**** MATERIALS PROVIDED
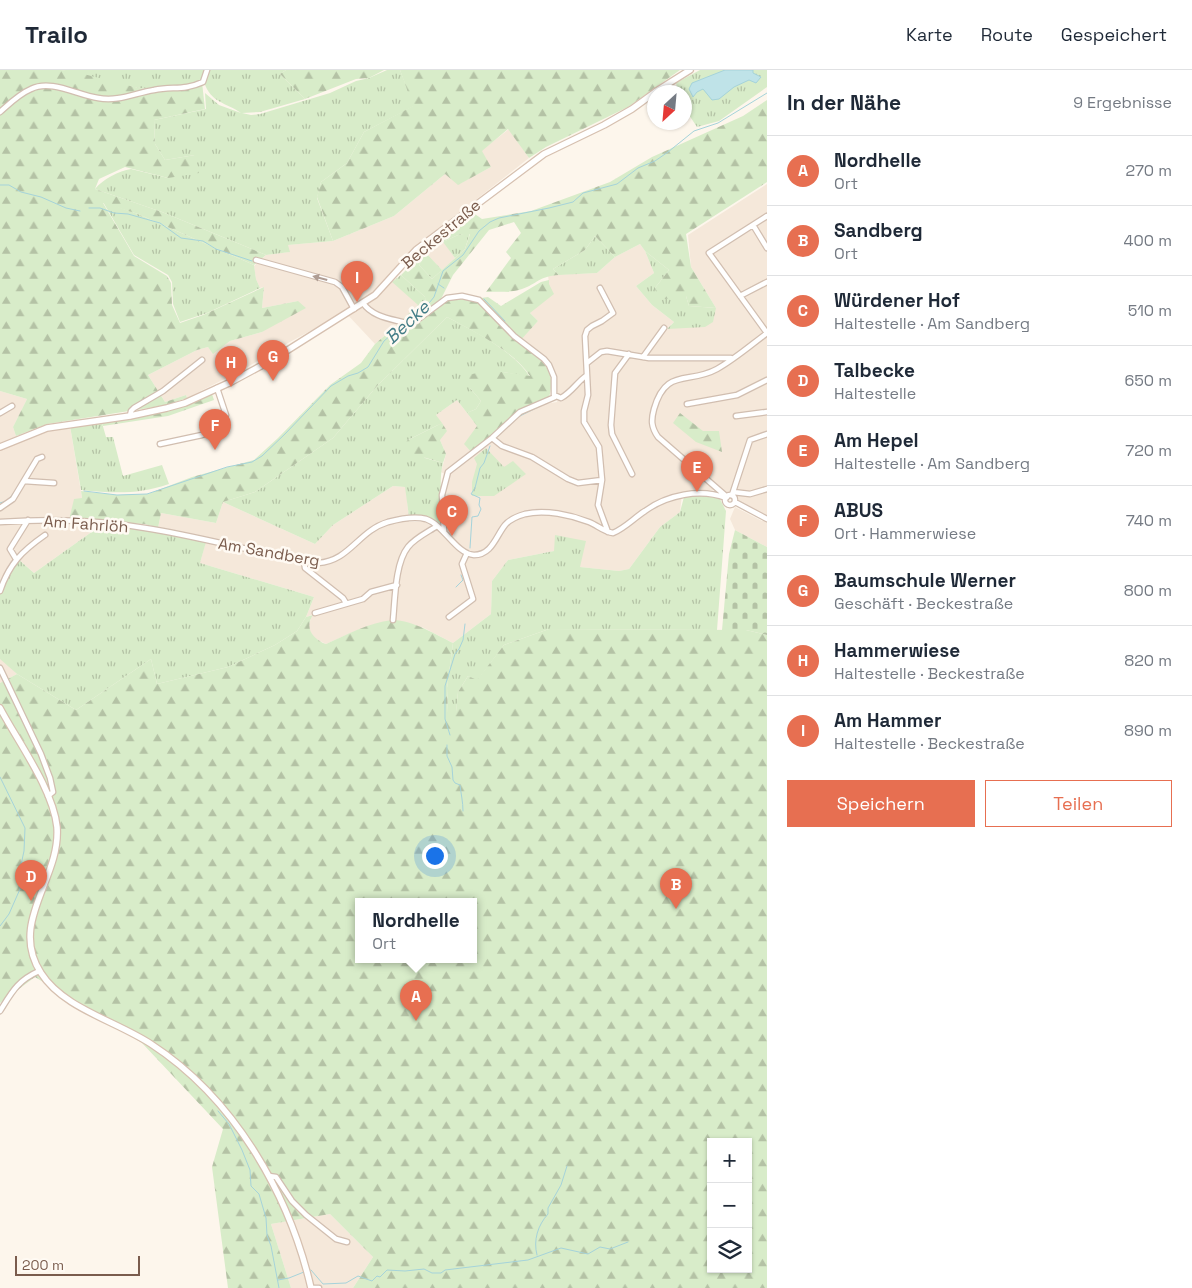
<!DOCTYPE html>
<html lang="de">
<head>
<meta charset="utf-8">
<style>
	:root { --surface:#fff; --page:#f6f6f7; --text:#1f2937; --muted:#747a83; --line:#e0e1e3; --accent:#e76f51 }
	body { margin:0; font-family:"Space Grotesk",sans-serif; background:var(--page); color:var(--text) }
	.controls { position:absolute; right:15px; bottom:15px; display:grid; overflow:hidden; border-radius:0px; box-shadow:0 1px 4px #0004 }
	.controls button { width:45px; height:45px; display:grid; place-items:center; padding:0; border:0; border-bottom:1px solid var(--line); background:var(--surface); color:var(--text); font:25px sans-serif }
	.compass { position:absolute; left:647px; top:15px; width:45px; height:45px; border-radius:50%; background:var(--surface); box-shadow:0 1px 4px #0004; rotate:206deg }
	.scale { position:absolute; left:15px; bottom:12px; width:125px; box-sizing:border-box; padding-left:5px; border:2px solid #7a5c4d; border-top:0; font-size:14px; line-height:18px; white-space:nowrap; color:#7a5c4d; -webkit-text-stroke:4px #fffaf3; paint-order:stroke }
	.you { position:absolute; left:434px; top:785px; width:18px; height:18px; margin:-12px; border:4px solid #fff; border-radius:50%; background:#1a73e8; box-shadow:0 0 0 8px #1a73e833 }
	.badge { display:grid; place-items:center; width:32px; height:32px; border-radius:50%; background:var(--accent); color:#fff; font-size:16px; font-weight:700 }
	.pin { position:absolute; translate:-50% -41px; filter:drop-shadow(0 1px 2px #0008) }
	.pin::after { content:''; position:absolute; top:26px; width:18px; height:15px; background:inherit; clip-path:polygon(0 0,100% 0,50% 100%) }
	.popup { position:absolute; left:355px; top:828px; width:122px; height:65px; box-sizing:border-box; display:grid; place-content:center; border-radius:0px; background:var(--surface); filter:drop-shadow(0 1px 4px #0005); font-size:16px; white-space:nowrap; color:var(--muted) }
	.popup b { font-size:19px; color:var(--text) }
	.popup::after { content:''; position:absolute; left:50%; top:100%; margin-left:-10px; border:10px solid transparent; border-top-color:var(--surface) }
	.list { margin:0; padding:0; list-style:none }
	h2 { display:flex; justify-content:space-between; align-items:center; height:65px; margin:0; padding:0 20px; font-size:21px }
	h2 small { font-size:16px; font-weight:400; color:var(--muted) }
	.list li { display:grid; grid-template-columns:32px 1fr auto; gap:15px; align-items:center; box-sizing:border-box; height:70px; padding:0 20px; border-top:1px solid var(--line) }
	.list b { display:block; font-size:19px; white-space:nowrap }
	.list p { margin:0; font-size:16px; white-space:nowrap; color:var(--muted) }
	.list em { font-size:16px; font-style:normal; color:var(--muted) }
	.actions { display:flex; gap:10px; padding:15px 20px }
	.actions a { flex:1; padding:11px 0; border:1px solid var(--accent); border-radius:0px; text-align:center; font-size:18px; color:var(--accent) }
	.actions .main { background:var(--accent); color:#fff }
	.icon { flex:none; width:28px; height:28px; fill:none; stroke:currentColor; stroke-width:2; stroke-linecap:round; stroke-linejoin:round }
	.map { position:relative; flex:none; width:767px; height:1218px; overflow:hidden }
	header { display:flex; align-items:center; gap:30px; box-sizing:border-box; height:70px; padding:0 25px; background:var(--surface); border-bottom:1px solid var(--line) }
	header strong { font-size:24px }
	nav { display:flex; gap:28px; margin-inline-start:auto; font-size:18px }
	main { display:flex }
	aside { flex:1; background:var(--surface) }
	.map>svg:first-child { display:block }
</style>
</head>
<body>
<header>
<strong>Trailo</strong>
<nav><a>Karte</a><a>Route</a><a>Gespeichert</a></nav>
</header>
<main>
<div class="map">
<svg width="767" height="1218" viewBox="0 0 767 1218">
	<defs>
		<pattern id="grass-tufts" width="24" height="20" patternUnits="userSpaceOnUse" patternTransform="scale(1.25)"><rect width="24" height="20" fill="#d8ecc9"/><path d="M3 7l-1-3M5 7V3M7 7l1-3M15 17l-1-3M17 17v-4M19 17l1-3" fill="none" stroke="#b4c2a5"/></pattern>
		<pattern id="forest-firs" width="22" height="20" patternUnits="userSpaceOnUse" patternTransform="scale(1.25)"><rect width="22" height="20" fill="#d8ecc9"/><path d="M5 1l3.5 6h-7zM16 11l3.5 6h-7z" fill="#b4c2a5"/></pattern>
		<pattern id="cemetery-stones" width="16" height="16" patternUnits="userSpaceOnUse" patternTransform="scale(1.25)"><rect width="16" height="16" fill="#d8ecc9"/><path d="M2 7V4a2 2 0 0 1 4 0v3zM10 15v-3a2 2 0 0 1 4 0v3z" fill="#b4c2a5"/></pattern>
	</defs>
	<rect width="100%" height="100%" fill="#fdf6ec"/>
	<path fill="#f5e8da" d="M509,59L529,88L436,161L455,188L442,200L419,176L388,208L419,235L375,274L345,242L288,273L244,299L187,328L186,325L165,332L148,305L197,280L208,277L213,283L230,271L262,262L298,231L262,238L264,217L260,218L256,209L254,196L266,185L289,182L287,175L333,171L394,146L445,104L459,114L491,97L481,81Z
		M767,114V446L739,432L738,425L714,420L682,424L680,442L660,457L629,499L619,501L580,497L554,481L508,490L492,511L491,544L453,573L422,557L360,559L326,574L314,568L308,558L312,545L306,547L314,527L200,493L207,467L158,458L161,443L216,453L223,432L315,474L333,455L393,416L406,417L409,452H425L440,462L448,460L444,424L448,406L441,402L446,384L440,370L436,345L457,330L477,356L534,336L557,332L559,326L555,322L556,307L548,289L522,268L538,251L530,243L549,214L548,205L597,203L615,187L640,174L645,181L654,203L636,216L652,235L674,252L667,258L716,238L691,197L688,165Z
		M0,321L27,329L13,357L18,372L47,360L70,356L82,428L69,452L100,456L34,503L16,487L0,518Z
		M735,437L762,451L767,448V477L735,460L730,449Z
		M0,586L17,604L0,613Z
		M330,1144L373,1187L353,1218H291L271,1154Z"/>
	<path fill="url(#grass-tufts)" d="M61,0H206L201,11C160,31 104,10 61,0Z
		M209,0H286L280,4L305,29L260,42L242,43L251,45L260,44L330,23L356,11L369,8L387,0H400L414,36L364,62L347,93L321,112L317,128L333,171L288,175L290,182L266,185L162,142L95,119C103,109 119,101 131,99L168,108L195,85L165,90L155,74L154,50L206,39L205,23L219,35L241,43C225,32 211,33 204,12Z
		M700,0H767V17L719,51L697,57L685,39L684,22H678L676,13Z
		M103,132L138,144L254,195L256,209L260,218L207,243L180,252L173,234L172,212L168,205L134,185Z
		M470,163L465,179L455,188L443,172L458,165Z
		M595,166L615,187L597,203L559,205L553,199L585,180Z
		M645,181L669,200L655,218L686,226L689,236L716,238L713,252L705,257L667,259L674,252L652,235L636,216L654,203Z
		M426,183L442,200L432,209L419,195Z
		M401,205L425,227L426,240L410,252L402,250L418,235L392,212Z
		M447,247C474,261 514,281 530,307L503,302L470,318L481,331L476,339L467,343L457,330L436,345L442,353L408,370L425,388L443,393C438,413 443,433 441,454L429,447H409L405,417L393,416L333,455L315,474L223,432L255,422L333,368L377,316Z
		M102,353L106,367H113L123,406L162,395L169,414C136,425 114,423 81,420L70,356Z
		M486,378L504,397L513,391L526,404L494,426H472V412L477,394L474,388Z
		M708,425L720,429L726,441L717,560L549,559L504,575L477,611L468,606L458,622L456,643H448L447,618L453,573L491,544L492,511L508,490L554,481L555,465L586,471L580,497L619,501L629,499L660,457L680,442L684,427Z
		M100,456L145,460L206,472L200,493L314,527L306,547L297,561L275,575L228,597L157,614L151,589L76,640L17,604L0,589V524L18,489L34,503Z"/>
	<path fill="url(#forest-firs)" fill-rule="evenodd" d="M0,0C20,0 41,0 61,0C107,5 158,35 202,12L205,39L154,50L155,74L165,90L195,85L199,103L168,108L125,97L99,109L95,119L162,142L266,185L254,195L138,144L103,133L134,186L167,206L171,213L172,235L180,253L203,245L264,217L262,238L298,231L306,238L262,262L230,271L213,284L208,277L197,280L148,305L165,332L186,325L187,328L167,335L47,354L16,366L13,357L27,329L0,321Z
		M286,0H384L369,8L356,9L305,29L280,4Z
		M400,0H680L628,37L546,77L529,88L508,59L482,81L491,97L458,115L445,104L394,146L333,171L317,127L321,112L347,93L364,62L413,36Z
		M767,30V112L686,164L691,197L716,238L689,236L686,226L658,230L655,218L669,200L645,181L640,174L615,187L595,166L585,180L553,199L559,205C539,206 537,214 522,219C512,223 497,221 486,222L511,188L506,182L521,163L514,152L489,160L453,205L441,229L426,240L425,227L401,205L406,200L408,193L422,179L426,183L419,195L432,209L465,179L470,164L458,165L443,172L439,166L472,142L482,149L531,141L610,112L652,87L743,46Z
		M549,210V214L554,224L530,243L538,251L519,272C539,288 558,299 549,327L520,342L473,384L464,374L477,356L467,343L476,339L481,331L470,318L468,305L481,302H503L530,306C514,281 473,261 447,247L377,316L333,368L255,422L223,432L216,453L161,443L158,458L145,454L69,450L74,429L82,428L81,421L117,425L148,424L192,407L254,390L278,368L330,315L361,293L375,274L398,254L409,257L418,254L443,233L457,228L468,230L488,227L501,236L541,212Z
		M212,324L214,330L168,346L103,356L102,353L169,341Z
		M680,343L703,361H719L722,382L696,372L673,353Z
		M442,353L447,361L440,370L446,384L443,393L409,383L403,375L408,370Z
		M313,545C304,558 313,569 326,574C346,565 368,553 392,550C410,549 437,565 453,573L447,618L448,643L456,642L458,622L468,606L477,610L504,575L549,559L746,560L767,565V1218H353L373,1187L330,1144L271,1154L291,1218H228L212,1097L223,1059L142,973L35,907L0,933V613L17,604L76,640L151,589L157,614L228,597L275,575L297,561L306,547ZM358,832H474V890H358ZM711,1072H748V1199H711Z"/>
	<path fill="url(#cemetery-stones)" d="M735,460L767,477V565L746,560H722L729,484Z"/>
	<path fill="#bfe3e8" stroke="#a5d3da" d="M725,0H753V3L761,7L756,13L749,10L734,17L719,29L712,30L703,19L697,22L693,27L689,19L692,13Z"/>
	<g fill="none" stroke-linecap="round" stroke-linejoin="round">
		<path stroke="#a5d3da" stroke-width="1" d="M0,115H9L21,122L41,127L66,138L80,141
			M89,138H100L114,143L128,144L160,153L181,168L203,171L216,179L252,191
			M438,214L444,218
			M484,229L505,251
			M407,251L425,238L434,227L443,201L463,185L479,161L490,152L499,148L549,138L573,132L583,123L617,114L638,98L655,91L668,82L694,61L718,53L767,23
			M518,347L538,337
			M497,366L506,358
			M84,421L117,425L147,424L227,397L252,392L262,386L285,364L331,316L348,306L358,303L368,297L384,271L404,254
			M9,429L18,417
			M0,433L6,431
			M470,478L472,447L478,446L481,439L479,435L480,428L471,424L475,418L480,398L484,393L490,376
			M456,517L463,510L461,505
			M450,665L445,649V616L455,584L459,579L463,570L465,554
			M447,675V686L452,697L453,710L455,713L460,715C461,724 463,732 463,741
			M0,707L25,758L24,781L19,804L20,819L9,844L0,856
			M218,1041L229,1054L242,1080L250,1100L251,1116L259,1124L266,1148L267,1165L271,1176L279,1218
			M537,1185C533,1170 538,1155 548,1144V1138L561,1115L567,1096
			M311,1200L323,1214L346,1213L358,1206L372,1211L377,1206L380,1207L387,1200L405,1201L424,1199L432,1203H441L445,1200L528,1190L561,1178L588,1184L600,1177L610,1179L628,1172
			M278,1210L289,1208L304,1202"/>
		<g stroke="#d1beb0" stroke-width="7">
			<path id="street" d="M0,42C9,34 19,24 31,19C51,9 77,25 98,28C118,32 135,23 154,20C173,16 183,21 203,12L207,0
				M767,146L709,183L767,263
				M753,155L767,178
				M256,190L335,212L342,217L354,239
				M740,226L767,212
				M363,233C373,248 394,249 409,254L416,251L447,228L462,226L479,230L514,266L544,289L549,295L554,307V325L561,328C572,322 577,312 587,305L588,325L584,341V352L599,377L602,410L598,435L608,462
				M629,284L615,303L611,355L612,364L632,404
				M643,287L664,258
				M587,293L601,282L607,281L649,288H731
				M587,305L585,266L587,260L592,256L602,251L613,243L600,218
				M687,334L737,325L767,310
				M0,343L12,336
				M130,346L131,341L134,338L163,321L202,290
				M736,346L767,342
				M492,368L502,376L532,387L568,409L578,413L602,410
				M160,374L202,365L220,358L226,345L217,318
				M24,411L54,413
				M733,422L750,424L767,419
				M725 430a5 5 0 1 1 10 0a5 5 0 1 1-10 0Z
				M732,425L750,370L767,364
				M727,427L658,367C651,357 651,350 654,339C666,297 688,315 717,299C735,289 751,275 767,263
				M735,432L767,449
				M0,438L13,429L37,389L42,387
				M0,452C45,449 100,450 145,458C203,467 260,484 318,493C350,491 358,461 388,452C399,449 415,446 426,449C444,455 456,484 474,485C492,485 496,466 505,455C510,449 518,446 525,444C545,439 571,445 589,452C597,455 604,462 613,463C625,458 634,448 645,441C667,425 700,418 726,428
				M444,461L442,425L448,402L492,368L520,342L555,327
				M16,489L10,479L28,450
				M304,491L305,498L343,528L346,533
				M0,521C9,494 22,481 45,465
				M315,543L363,529L371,522L397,515
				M449,547L473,529L462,494L467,483
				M393,550C395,530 395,493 408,477C415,468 428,462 437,456
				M0,598L41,684L50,708L53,722L48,726
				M0,941C12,922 17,911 39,901
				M269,1106L276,1107L292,1131L306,1145L336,1169L347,1172
				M313,1218H319"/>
		</g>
		<g stroke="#d6c0b0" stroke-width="8">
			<path id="secondary" d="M655,22L690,0
				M0,377L47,358L130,346L167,338L185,333L231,312L272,290L375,225L416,180L544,84L604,55L632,39L654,23
				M0,638C18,672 53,719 57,757C61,809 8,852 41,903C63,938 116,951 151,974C234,1028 289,1123 311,1218"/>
		</g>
		<use href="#street" stroke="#fff" stroke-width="4.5"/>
		<use href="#secondary" stroke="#fff" stroke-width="5.5"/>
	</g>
	<defs><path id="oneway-solid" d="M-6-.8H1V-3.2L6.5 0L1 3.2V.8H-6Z" transform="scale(1.25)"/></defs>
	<use fill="#af9d94" href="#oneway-solid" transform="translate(320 208) rotate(-165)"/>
	<g text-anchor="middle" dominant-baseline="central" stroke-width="5" stroke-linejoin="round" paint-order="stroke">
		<g font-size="16" fill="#7a5c4d" stroke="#fffaf3">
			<text transform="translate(441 164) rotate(-40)">Beckestraße</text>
			<text transform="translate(86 454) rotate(4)">Am Fahrlöh</text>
			<text transform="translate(269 482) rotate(10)">Am Sandberg</text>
		</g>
		<g font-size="18" font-style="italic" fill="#437c86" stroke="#fffaf3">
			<text transform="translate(407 252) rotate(-43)">Becke</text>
		</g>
	</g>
</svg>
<div class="controls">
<button>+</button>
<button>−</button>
<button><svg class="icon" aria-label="layers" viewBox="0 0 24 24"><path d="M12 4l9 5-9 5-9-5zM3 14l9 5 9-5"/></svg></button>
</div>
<svg class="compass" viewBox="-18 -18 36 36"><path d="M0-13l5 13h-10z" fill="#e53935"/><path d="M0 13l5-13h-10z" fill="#747a83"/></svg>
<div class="scale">200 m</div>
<div class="you"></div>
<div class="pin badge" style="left:416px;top:951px">A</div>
<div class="popup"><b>Nordhelle</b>Ort</div>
<div class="pin badge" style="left:676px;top:839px">B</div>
<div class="pin badge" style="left:452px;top:466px">C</div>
<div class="pin badge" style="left:31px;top:831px">D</div>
<div class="pin badge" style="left:697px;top:422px">E</div>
<div class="pin badge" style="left:215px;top:380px">F</div>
<div class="pin badge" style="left:273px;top:311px">G</div>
<div class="pin badge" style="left:231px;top:317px">H</div>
<div class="pin badge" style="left:357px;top:232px">I</div>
</div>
<aside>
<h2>In der Nähe<small>9 Ergebnisse</small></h2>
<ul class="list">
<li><span class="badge">A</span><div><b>Nordhelle</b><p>Ort</p></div><em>270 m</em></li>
<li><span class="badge">B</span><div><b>Sandberg</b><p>Ort</p></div><em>400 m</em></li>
<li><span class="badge">C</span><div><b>Würdener Hof</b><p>Haltestelle · Am Sandberg</p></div><em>510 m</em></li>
<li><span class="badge">D</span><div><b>Talbecke</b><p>Haltestelle</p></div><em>650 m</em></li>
<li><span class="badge">E</span><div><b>Am Hepel</b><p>Haltestelle · Am Sandberg</p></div><em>720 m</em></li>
<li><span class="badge">F</span><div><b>ABUS</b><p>Ort · Hammerwiese</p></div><em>740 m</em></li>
<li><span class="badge">G</span><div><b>Baumschule Werner</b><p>Geschäft · Beckestraße</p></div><em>800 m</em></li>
<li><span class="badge">H</span><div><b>Hammerwiese</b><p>Haltestelle · Beckestraße</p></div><em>820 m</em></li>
<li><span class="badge">I</span><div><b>Am Hammer</b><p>Haltestelle · Beckestraße</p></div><em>890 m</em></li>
</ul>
<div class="actions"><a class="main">Speichern</a><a>Teilen</a></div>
</aside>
</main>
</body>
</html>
********
- _WHAT IS NEEDED_: Return all lines of the material that have "controls" in them.

- _SOLUTION FOR THIS PROBLEM_:
	.controls { position:absolute; right:15px; bottom:15px; display:grid; overflow:hidden; border-radius:0px; box-shadow:0 1px 4px #0004 }
	.controls button { width:45px; height:45px; display:grid; place-items:center; padding:0; border:0; border-bottom:1px solid var(--line); background:var(--surface); color:var(--text); font:25px sans-serif }
<div class="controls">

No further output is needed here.